▶ **DATA FOR PROCESSING**:
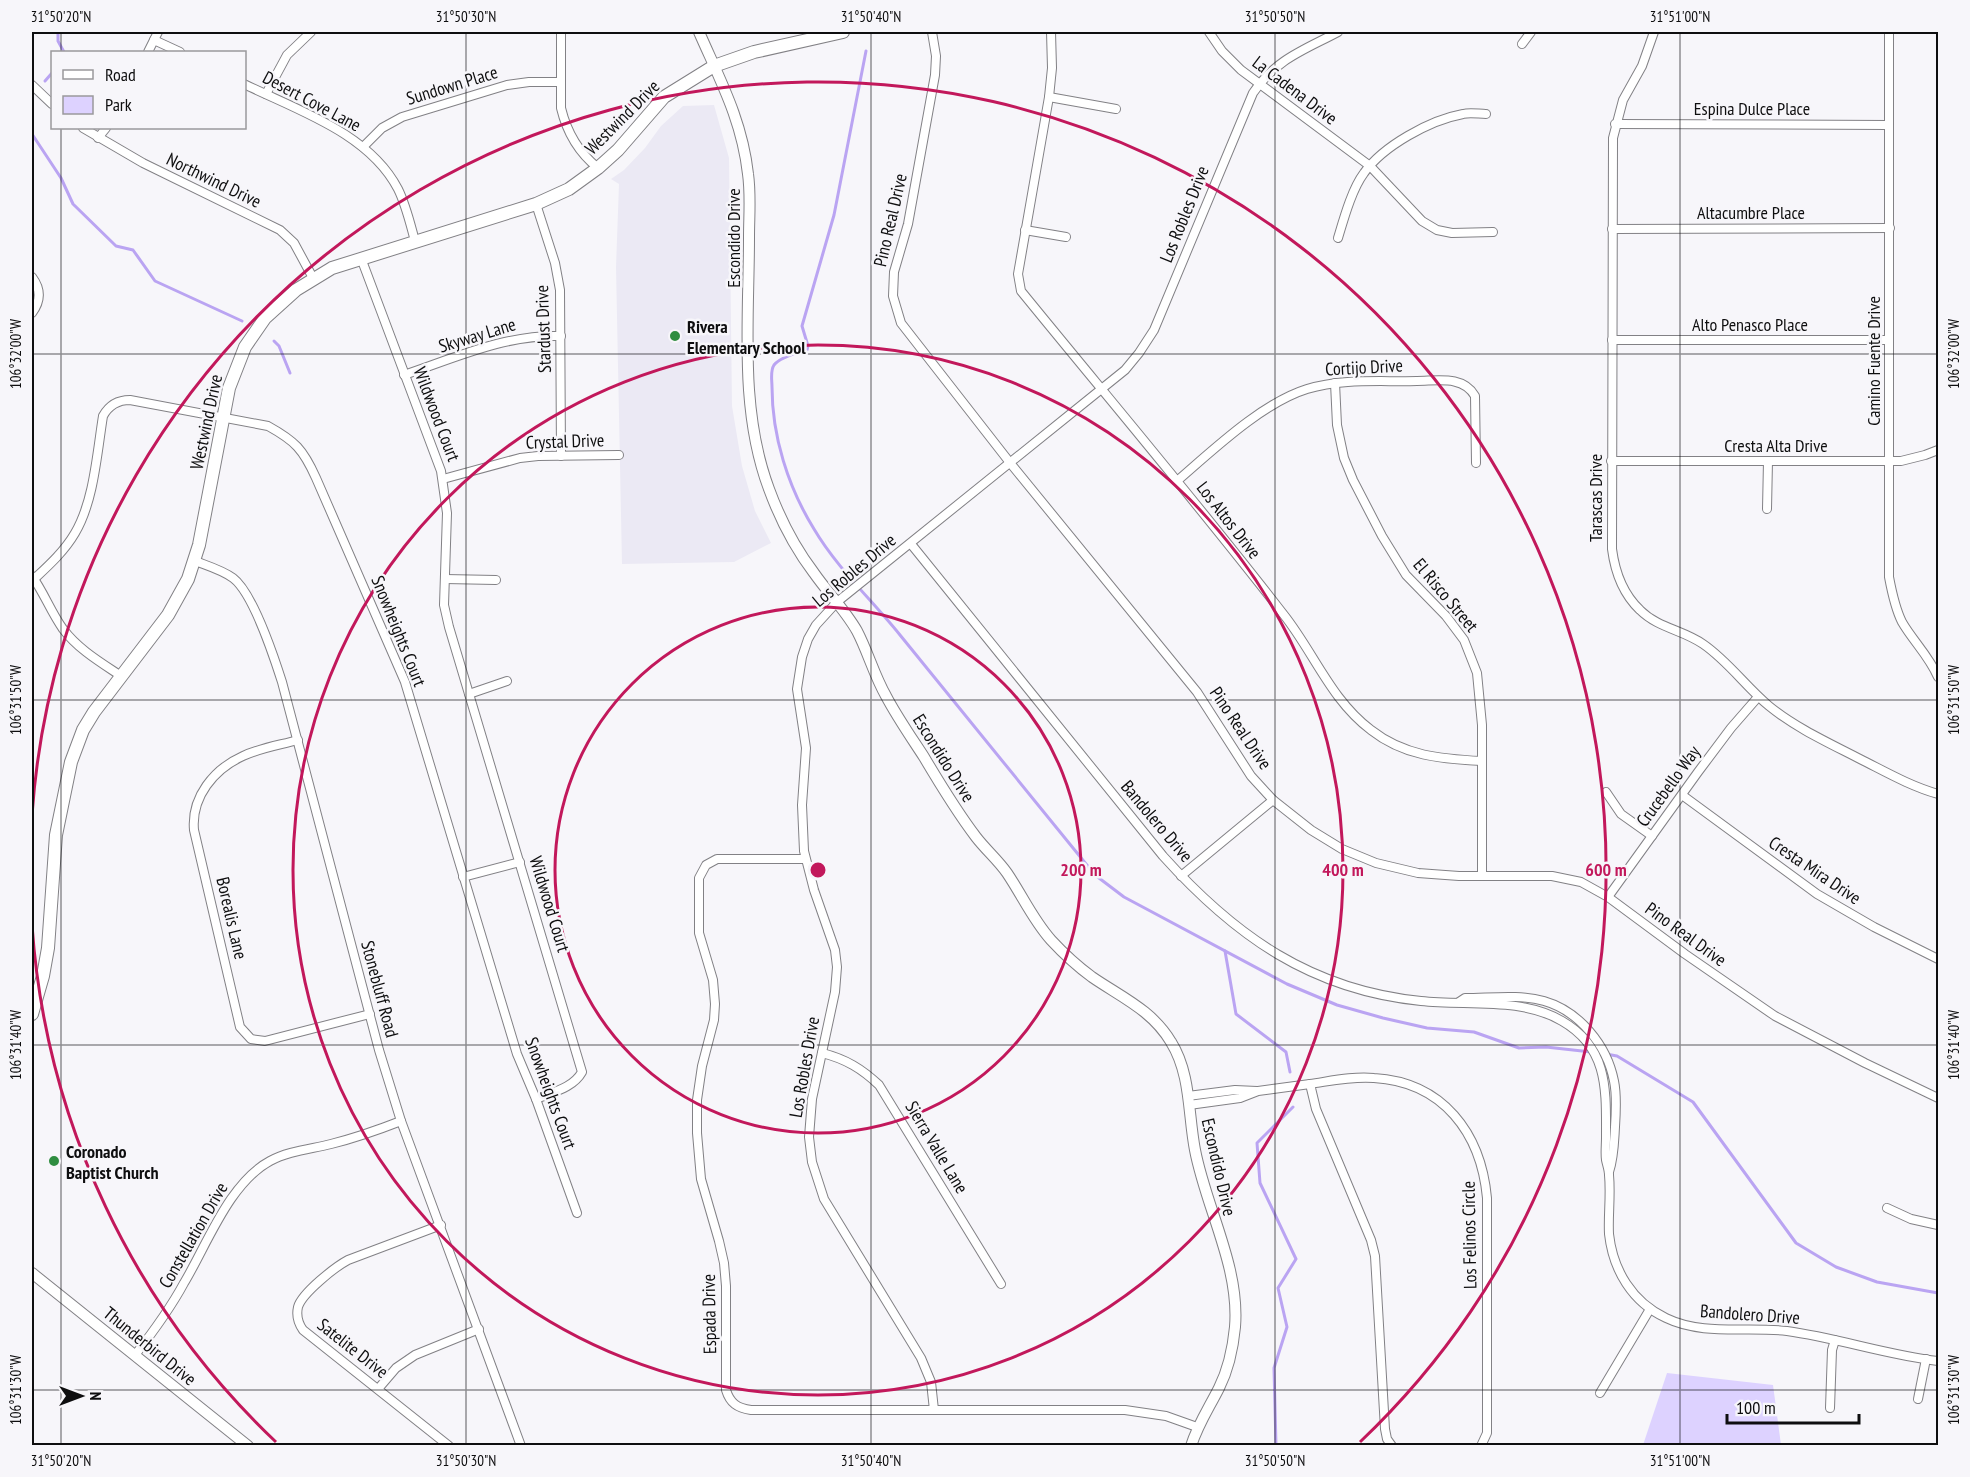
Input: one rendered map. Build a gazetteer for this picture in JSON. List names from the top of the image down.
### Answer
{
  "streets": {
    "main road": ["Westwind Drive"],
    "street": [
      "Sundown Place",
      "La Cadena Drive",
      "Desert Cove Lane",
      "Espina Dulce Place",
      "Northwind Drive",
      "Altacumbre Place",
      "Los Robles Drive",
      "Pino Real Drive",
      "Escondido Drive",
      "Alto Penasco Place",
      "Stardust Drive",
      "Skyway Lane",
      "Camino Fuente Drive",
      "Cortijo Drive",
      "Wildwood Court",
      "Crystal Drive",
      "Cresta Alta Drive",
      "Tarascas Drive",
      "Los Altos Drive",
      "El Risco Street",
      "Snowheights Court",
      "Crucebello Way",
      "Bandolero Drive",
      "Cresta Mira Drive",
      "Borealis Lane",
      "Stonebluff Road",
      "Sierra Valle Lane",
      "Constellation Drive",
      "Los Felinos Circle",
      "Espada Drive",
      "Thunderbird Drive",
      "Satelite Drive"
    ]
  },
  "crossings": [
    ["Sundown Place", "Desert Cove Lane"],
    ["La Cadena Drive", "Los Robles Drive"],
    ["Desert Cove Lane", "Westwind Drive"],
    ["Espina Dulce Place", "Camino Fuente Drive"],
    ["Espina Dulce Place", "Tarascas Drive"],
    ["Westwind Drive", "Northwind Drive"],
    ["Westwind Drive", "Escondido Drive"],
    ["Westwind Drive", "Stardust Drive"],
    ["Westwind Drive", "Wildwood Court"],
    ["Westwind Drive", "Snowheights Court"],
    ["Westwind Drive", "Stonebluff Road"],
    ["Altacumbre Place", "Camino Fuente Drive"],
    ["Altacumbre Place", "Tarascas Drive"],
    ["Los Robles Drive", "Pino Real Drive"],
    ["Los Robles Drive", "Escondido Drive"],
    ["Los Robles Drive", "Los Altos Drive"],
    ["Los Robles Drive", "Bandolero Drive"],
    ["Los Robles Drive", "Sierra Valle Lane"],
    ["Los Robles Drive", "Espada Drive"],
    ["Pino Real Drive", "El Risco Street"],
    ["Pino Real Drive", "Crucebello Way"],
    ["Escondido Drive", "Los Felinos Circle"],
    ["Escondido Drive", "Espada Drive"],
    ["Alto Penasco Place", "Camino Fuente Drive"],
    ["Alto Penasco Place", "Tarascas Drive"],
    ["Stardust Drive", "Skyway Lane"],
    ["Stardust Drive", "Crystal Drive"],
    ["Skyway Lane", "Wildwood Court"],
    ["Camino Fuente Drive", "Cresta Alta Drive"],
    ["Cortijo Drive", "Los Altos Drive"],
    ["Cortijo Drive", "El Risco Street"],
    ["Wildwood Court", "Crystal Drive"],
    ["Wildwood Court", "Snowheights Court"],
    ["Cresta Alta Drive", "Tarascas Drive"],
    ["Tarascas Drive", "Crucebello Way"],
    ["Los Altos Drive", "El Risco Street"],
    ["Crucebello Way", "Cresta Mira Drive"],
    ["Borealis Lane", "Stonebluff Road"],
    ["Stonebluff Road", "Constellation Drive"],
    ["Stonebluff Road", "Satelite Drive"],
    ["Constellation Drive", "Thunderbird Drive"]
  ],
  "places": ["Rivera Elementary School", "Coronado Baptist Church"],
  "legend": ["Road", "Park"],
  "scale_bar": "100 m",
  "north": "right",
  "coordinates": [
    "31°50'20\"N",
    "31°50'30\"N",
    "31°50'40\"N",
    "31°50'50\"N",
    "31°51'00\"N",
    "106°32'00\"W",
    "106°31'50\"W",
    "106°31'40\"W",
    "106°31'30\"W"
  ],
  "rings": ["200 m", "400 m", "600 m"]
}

---

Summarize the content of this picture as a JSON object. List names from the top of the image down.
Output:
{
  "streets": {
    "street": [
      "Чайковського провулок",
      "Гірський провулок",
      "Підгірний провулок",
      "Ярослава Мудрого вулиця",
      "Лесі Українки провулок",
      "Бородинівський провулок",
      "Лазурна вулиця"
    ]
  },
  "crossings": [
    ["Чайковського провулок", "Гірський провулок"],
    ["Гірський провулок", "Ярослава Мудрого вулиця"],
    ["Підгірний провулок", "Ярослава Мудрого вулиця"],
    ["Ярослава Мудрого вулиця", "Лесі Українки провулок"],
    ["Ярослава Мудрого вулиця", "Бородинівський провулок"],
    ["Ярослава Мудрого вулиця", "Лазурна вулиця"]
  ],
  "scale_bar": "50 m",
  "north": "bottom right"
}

...

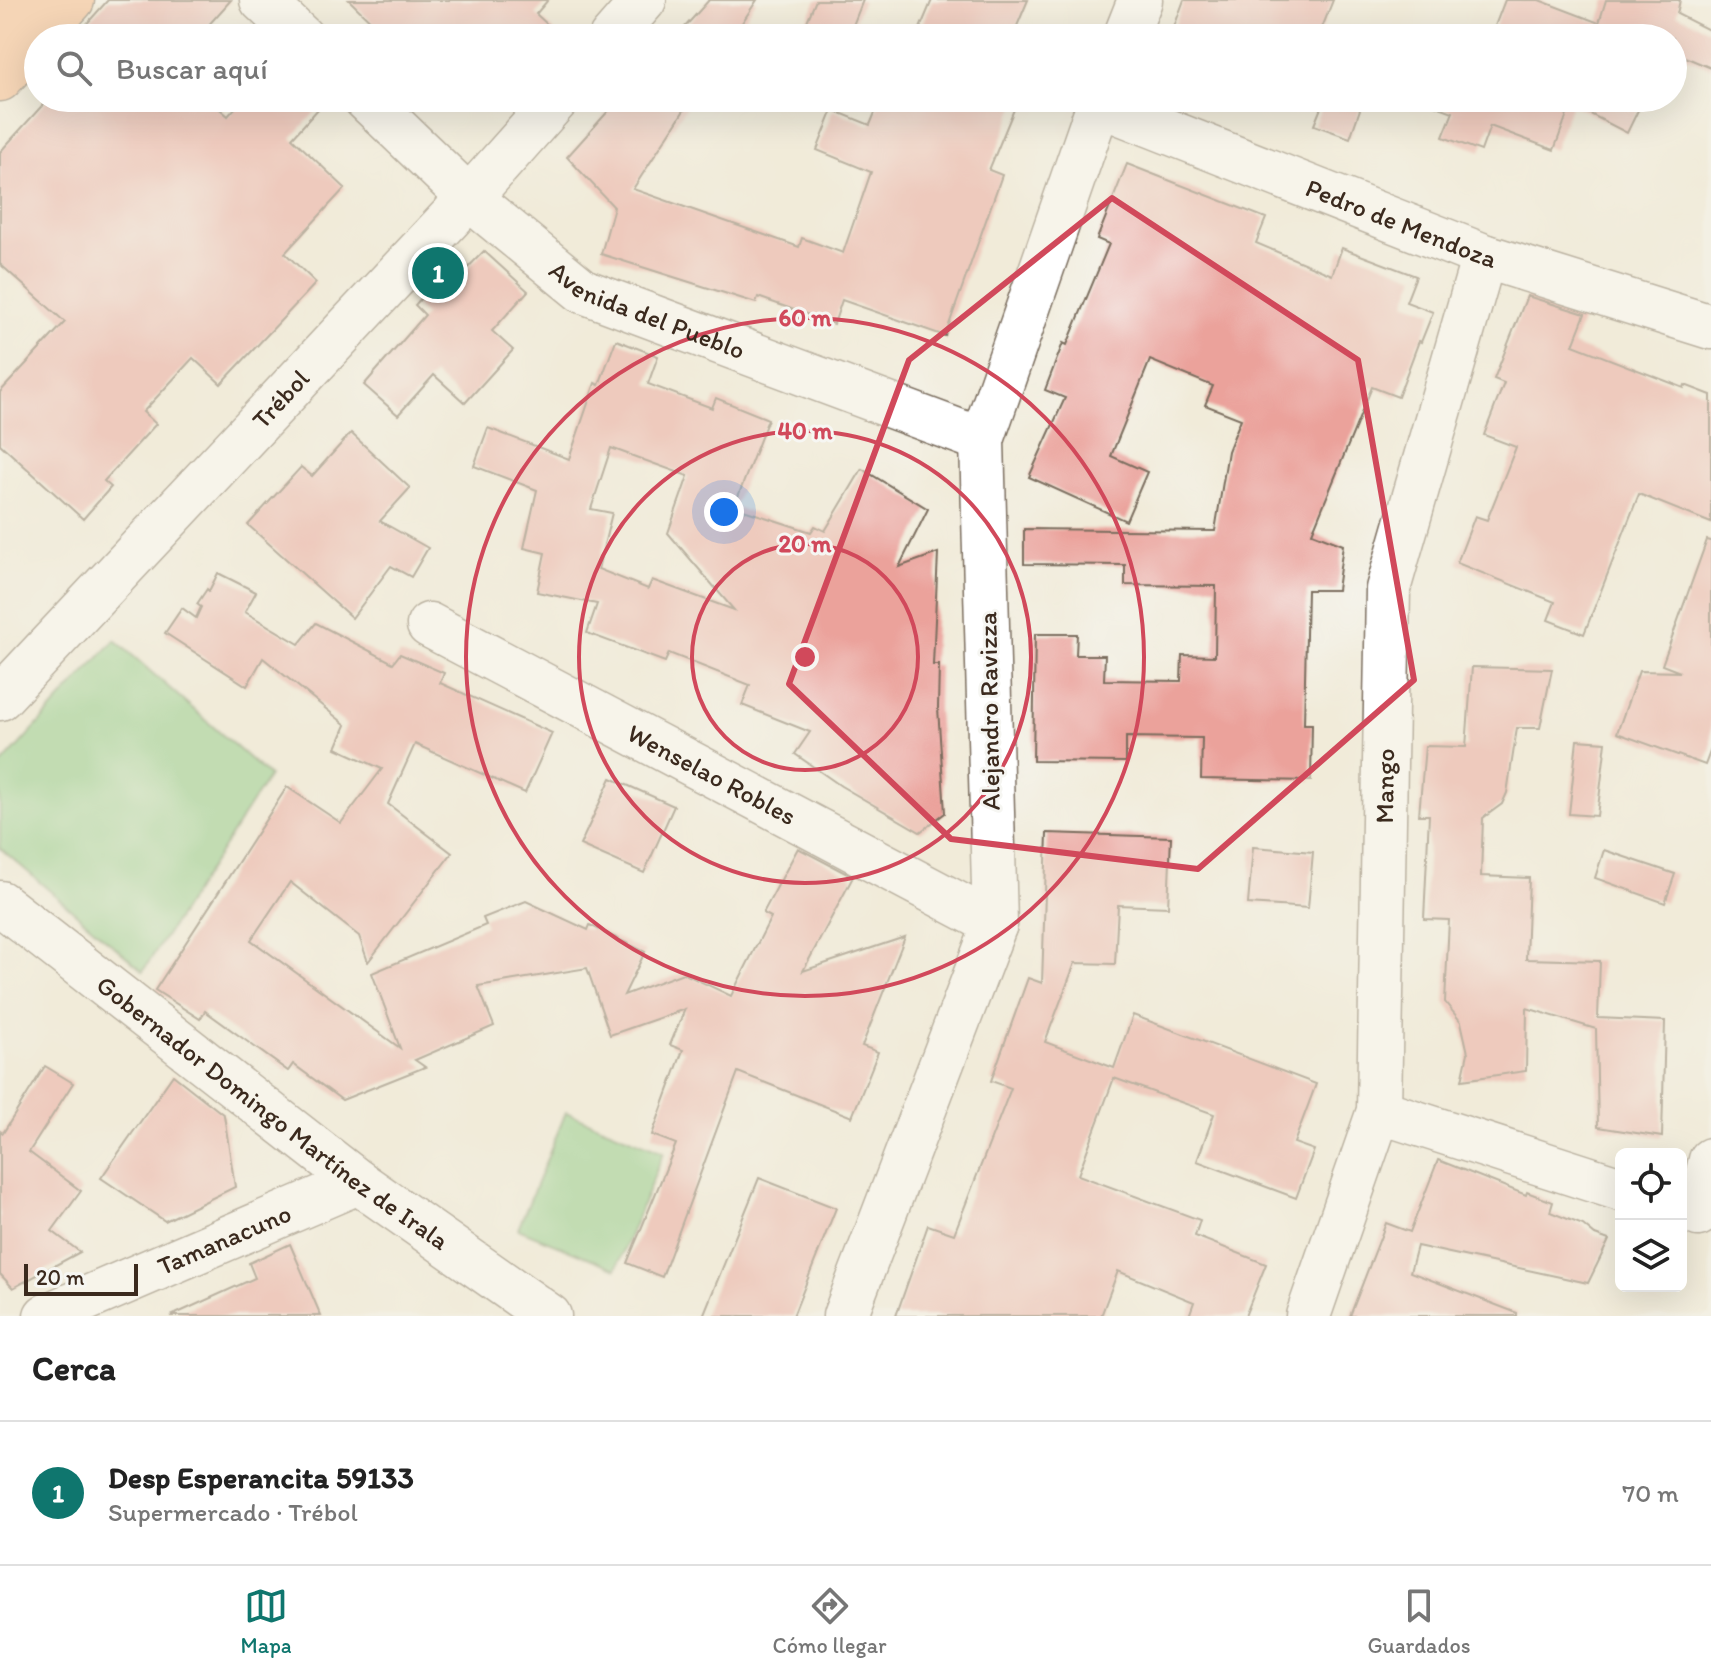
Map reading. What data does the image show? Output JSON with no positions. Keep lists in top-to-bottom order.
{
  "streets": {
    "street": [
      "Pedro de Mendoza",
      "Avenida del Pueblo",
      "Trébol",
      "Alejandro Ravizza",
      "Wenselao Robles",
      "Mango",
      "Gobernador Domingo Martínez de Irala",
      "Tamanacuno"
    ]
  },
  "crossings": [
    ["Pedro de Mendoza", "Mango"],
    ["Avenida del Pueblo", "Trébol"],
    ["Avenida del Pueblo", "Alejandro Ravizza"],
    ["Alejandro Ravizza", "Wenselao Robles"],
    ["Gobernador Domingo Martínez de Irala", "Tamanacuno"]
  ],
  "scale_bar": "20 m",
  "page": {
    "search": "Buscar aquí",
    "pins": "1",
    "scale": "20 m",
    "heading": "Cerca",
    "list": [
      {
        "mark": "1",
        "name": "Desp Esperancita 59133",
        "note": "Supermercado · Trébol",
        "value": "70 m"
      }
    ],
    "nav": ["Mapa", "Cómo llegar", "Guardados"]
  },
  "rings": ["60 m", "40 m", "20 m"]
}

▶ **TASK GOAL**: What is the number of lines in the records holding "Mira"? Give the number alone.

▶ **RESULT**: 2